Write out, unchanged, the lines from the one holding "Transcribe the names" to the close of the listing. Both the first and last lines belong in it.
:: Supplied records ::
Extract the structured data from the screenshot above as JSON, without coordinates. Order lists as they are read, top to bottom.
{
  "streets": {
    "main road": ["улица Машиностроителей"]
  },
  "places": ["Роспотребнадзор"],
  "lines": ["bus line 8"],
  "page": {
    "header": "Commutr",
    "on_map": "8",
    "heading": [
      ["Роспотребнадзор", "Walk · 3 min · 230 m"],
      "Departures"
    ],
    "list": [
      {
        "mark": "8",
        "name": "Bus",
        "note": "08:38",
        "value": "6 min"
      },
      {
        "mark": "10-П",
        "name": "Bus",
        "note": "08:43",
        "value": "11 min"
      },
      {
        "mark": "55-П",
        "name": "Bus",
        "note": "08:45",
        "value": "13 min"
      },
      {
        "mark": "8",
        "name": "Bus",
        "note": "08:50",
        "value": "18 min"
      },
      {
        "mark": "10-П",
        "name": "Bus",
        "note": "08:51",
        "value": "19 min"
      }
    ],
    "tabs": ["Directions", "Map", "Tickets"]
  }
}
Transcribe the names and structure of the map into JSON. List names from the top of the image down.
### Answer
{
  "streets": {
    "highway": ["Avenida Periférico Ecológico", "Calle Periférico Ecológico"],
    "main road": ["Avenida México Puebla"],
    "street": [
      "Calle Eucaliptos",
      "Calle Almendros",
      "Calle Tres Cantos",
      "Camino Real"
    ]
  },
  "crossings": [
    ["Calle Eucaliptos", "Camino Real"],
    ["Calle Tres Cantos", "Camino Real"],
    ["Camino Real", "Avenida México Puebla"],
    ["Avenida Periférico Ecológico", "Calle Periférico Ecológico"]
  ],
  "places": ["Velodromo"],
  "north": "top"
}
:::
◆ **Result of the task**
Transcribe the names and structure of the map into JSON. List names from the top of the image down.
### Answer
{
  "streets": {
    "highway": ["Avenida Periférico Ecológico", "Calle Periférico Ecológico"],
    "main road": ["Avenida México Puebla"],
    "street": [
      "Calle Eucaliptos",
      "Calle Almendros",
      "Calle Tres Cantos",
      "Camino Real"
    ]
  },
  "crossings": [
    ["Calle Eucaliptos", "Camino Real"],
    ["Calle Tres Cantos", "Camino Real"],
    ["Camino Real", "Avenida México Puebla"],
    ["Avenida Periférico Ecológico", "Calle Periférico Ecológico"]
  ],
  "places": ["Velodromo"],
  "north": "top"
}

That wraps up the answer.